St. Basil´s Cathedral in Moscow

St. Basil´s Cathedral is one of the most recognisable buildings in the whole Russia. It is situated in the south-east end on the Red Square. The building is a great mixture of western and eastern architecture. It is mostly known as St. Basil´s Cathedral, but the official name is “The Cathedral of the Intercession of the Virgin by the Moat”. The popular alternative is Basil the Blessed.
The Cathedral was ordered by Ivan the Terrible, but nothing is known about the builders, Barma and Postnik, except their names and some legends. Moreover architectural specialists still are unable to agree about the governing idea which is hidden behind the structure.

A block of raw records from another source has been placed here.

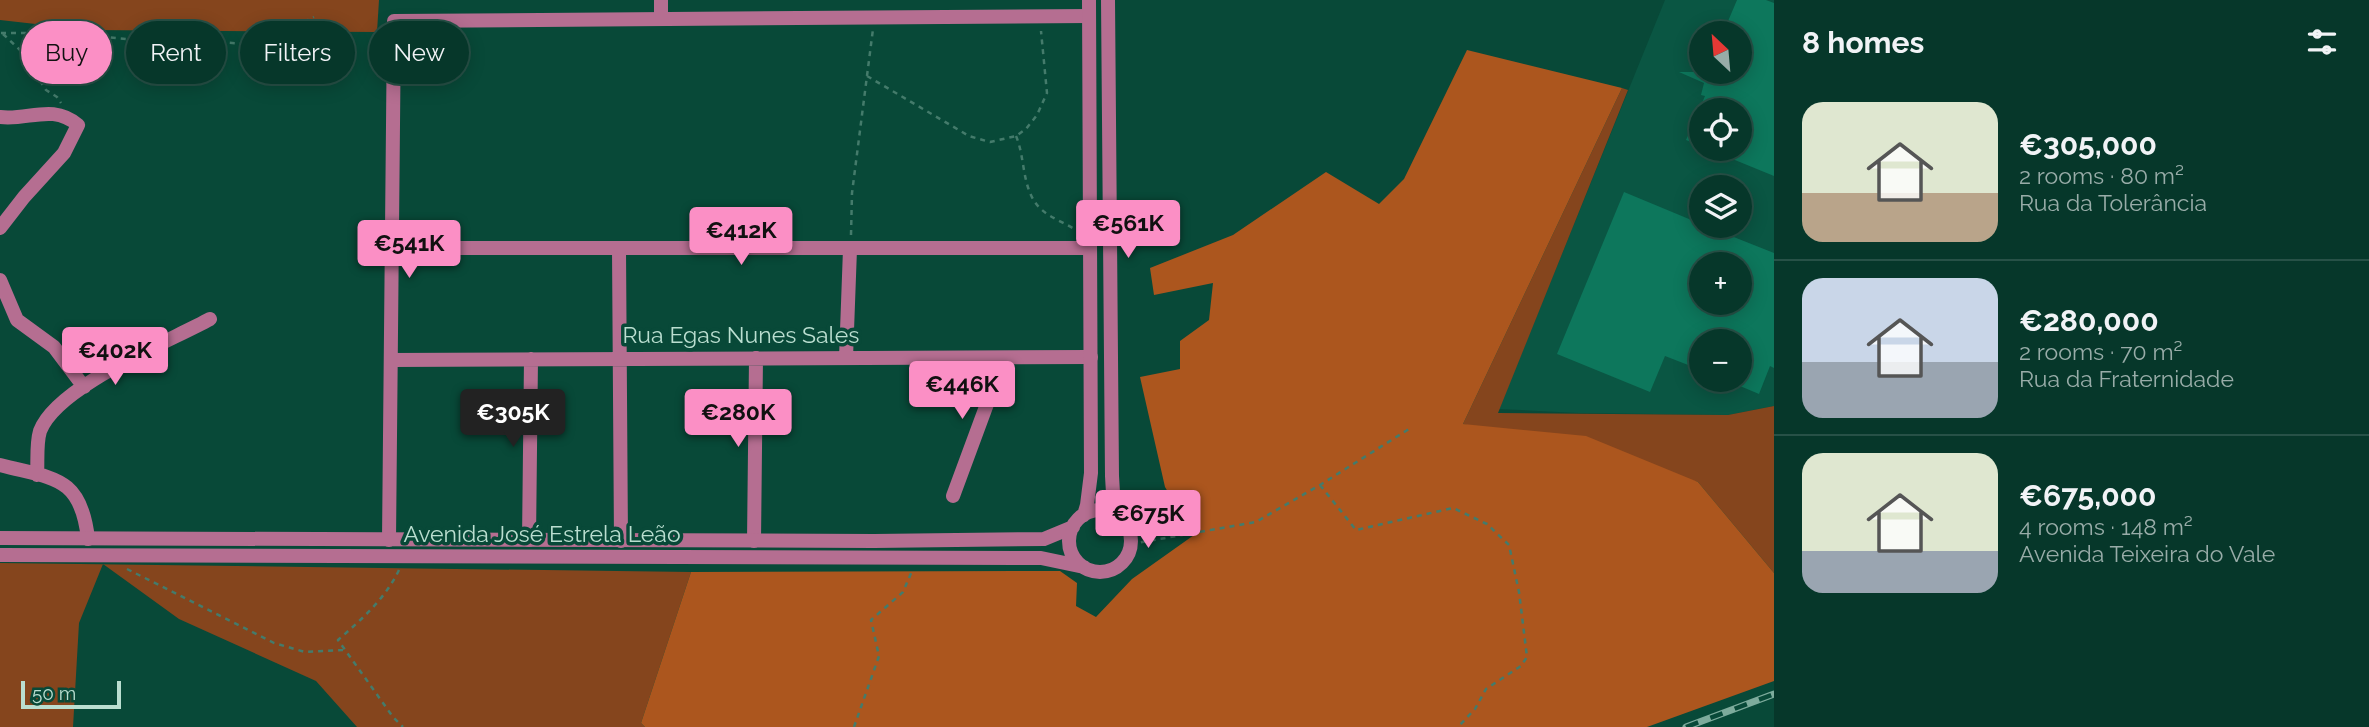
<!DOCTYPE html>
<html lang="en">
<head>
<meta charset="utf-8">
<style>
  body { margin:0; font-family:Raleway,sans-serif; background:#0f3f32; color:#f1f3f6; height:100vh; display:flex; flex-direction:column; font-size:26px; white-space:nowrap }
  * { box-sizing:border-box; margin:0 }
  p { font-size:23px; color:#98aca8 }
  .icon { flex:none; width:38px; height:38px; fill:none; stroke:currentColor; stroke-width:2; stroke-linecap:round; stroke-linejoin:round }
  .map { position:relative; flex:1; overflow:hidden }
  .details { display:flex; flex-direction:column; background:#06372a; width:595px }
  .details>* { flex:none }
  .banner { position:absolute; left:21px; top:21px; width:665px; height:63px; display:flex; gap:14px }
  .needle { width:46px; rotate:334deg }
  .tools { position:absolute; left:1689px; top:21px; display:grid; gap:14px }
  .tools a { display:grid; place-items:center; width:63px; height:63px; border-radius:50%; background:#06372a; box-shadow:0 4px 18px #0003,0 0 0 2px #275147; font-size:35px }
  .scale { position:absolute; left:21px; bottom:18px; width:100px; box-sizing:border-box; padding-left:7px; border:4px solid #baded0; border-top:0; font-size:19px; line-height:24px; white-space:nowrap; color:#baded0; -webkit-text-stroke:5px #084938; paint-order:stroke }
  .price { position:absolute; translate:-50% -60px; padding:0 16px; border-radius:7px; background:#fb8fc5; color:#111; font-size:23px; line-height:46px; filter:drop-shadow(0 2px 4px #0008) }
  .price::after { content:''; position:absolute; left:50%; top:42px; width:21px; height:16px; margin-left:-10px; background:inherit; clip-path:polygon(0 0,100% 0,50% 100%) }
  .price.active { background:#222; color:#fff }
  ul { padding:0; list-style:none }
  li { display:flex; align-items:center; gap:21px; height:175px; padding:0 28px }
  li+li { border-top:2px solid #275147 }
  li span { display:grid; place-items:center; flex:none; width:196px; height:140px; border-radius:21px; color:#555 }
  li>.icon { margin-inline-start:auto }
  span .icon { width:84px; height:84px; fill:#fffc; stroke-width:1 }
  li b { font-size:30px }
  h2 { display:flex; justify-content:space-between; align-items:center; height:84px; padding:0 28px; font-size:30px }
  .pill { padding:0 24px; border-radius:32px; background:#06372a; box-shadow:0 4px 18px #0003,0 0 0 2px #275147; font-size:24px; line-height:63px }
  .pill.active { background:#fb8fc5; color:#111 }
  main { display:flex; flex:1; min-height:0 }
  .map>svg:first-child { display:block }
  .built { fill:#0a5643; fill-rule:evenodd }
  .green { fill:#85451d }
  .forest { fill:#ac561e }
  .building { fill:#0d775c; fill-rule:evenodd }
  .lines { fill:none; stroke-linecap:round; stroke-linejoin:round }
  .path { stroke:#447b6b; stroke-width:2.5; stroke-dasharray:5 5; stroke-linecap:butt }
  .minor { stroke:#b56e91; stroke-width:14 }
  .tertiary { stroke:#b56e91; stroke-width:14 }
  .rail-casing { stroke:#7dab9c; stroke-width:7 }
  .rail { stroke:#084938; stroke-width:4.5; stroke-dasharray:13; stroke-linecap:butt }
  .labels { text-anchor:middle; stroke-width:7; stroke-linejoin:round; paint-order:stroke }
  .street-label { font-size:23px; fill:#baded0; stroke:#084938 }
</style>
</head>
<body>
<main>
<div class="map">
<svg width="1774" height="727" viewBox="0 0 1774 727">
  <rect width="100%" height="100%" fill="#084938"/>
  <!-- built -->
  <path class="built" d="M1665,0H1774V406L1728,415L1578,413L1499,409ZM1701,33H1740V72H1701ZM1701,110H1740V149H1701ZM1701,187H1740V226H1701ZM1701,264H1740V303H1701ZM1701,341H1740V380H1701Z"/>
  <!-- green -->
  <path class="green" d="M0,0H379L377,32L89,30L0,20Z
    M1622,88L1628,90L1498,413L1728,415L1774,406V573L1698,482L1463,424Z
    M0,563L691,572L641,723L645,727H357L316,681L179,619L103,564L79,623L73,727H0Z"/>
  <!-- forest -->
  <path class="forest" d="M1467,50L1622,88L1463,424L1586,436L1698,482L1774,573V681L1647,727H645L641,723L691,572L1060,571L1077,583L1076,606L1096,617L1132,579L1194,535L1165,487L1140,377L1180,369V341L1209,320L1213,283L1154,295L1150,268L1233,235L1326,172L1379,204L1404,179Z"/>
  <!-- building -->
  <path class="building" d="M1737,0H1766L1774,3V176L1708,149H1740V110H1701V146L1686,140L1705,96L1701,95L1704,83L1679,72H1740V33H1723Z
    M1624,192L1701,224V226H1706L1774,253V368L1770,366L1759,394L1740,386V341H1701V370L1665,356L1650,392L1557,354ZM1701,264H1740V303H1701Z"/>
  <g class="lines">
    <!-- path -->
    <path class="path" d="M1,33H63L136,40L185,36L206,38L219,42L259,45L314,17
      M3,34L20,50L46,90L57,97L61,103
      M867,76L969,136L990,142L1016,136L1026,129L1037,115L1047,93L1041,31
      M1016,136C1026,159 1021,192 1042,210C1051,218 1065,223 1076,230
      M851,235L852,193L873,29
      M1320,485L1356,530L1453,508L1487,524L1509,545L1519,592L1527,657L1521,666L1486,689L1475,709L1458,727
      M1131,544L1256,522L1320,485L1409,429
      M127,569L274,643L305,652L343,650
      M399,570C385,599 362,619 338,640L393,717L403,727
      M854,727L879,656L871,620L903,592L912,571"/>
    <!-- minor -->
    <path class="minor" d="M661,18V0
      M0,117C28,121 52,103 78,125L64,153L24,197L0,228
      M392,248H1090
      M619,250L621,541
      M0,280L17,320L54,347L84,387
      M846,358L850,249
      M391,360L1091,357
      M0,465C53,479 81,475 88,539
      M37,475C38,462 36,444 40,431C57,386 168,342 210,319
      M953,496L1004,358
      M389,540L394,21L1089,16
      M529,540L531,359
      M754,541L756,358"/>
    <!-- tertiary -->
    <path class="tertiary" d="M1108,0L1112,476L1113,493L1126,524
      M1069 541a31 31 0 1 1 62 0a31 31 0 1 1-62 0Z
      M1084,515L1087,505L1091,473L1089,0
      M0,538L874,541L1044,539L1073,527
      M0,555L1041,558L1084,567"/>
    <!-- rail casing -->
    <g class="rail-casing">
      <path id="rail" d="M1686,727L1774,694"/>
    </g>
    <!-- rail -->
    <use href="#rail" class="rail"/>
  </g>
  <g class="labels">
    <!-- street labels -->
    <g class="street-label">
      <text x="741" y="343">Rua Egas Nunes Sales</text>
      <text x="542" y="542">Avenida José Estrela Leão</text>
    </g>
  </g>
</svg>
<div class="tools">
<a><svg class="needle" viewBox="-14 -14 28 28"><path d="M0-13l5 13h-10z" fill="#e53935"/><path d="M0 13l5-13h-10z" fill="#98aca8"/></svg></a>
<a><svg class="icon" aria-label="locate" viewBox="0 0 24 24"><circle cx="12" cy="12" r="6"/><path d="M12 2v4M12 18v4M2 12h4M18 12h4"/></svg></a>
<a><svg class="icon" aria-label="layers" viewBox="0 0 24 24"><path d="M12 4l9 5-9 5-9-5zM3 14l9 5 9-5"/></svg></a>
<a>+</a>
<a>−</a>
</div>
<div class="scale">50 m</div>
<b class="price" style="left:1128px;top:260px">€561K</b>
<b class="price" style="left:741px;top:267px">€412K</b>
<b class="price" style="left:409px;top:280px">€541K</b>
<b class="price" style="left:115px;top:387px">€402K</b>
<b class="price" style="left:962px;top:421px">€446K</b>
<b class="price active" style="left:513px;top:449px">€305K</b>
<b class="price" style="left:738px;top:449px">€280K</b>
<b class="price" style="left:1148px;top:550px">€675K</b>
<div class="banner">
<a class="pill active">Buy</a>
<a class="pill">Rent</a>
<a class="pill">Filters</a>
<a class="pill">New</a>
</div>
</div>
<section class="details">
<h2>8 homes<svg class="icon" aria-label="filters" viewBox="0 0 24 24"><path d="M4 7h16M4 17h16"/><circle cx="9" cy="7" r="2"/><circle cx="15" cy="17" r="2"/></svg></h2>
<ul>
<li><span style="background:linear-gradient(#dfe7d0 65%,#b9a48a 0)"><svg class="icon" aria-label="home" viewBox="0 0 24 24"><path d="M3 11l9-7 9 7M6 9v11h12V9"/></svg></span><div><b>€305,000</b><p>2 rooms · 80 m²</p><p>Rua da Tolerância</p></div></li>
<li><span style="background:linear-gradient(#c9d6e8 60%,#9aa5b1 0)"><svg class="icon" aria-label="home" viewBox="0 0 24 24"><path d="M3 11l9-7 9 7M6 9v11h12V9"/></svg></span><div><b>€280,000</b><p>2 rooms · 70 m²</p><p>Rua da Fraternidade</p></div></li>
<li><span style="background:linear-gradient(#dfe7d0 70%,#9aa5b1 0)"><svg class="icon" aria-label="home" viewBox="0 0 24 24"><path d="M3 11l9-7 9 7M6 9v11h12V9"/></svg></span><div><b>€675,000</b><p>4 rooms · 148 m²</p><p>Avenida Teixeira do Vale</p></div></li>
</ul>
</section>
</main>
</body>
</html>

The creators could pay homage to the churches of Jerusalem or building eight churches around a central ninth can represent the medieval symbol of the eight-pointed star. Although the towers and domes appear chaotic, there is symmetry and symbolism in its design. In addition, originally the Cathedral was all while to match the white-stone Kremlin. The most interesting chapel is the main one, which contains a 19th century baroque iconostasis.
During the time of Soviet Union there was a talk of demolishing the cathedral because it hindered Stalin´s plans for massed parades on the Red Square. In the end it was saved thanks to the courage of the architect Pyotr Baranovsky who refused categorically to demolish it and sent the Kremlin an extremely blunt telegram, so the Cathedral remains standing. However, Baranovsky was sentenced for five years in prison.
At present the Cathedral is a museum. A spiral staircase was discovered in the 1970s within one of the walls during restoration work. So, visitors take tour into the central church, but they can also walk along the narrow, winding gallery, covered in beautiful patterned paintwork.
The opening hours are daily from 11.00 to 17.00, but it is closed on Tuesdays.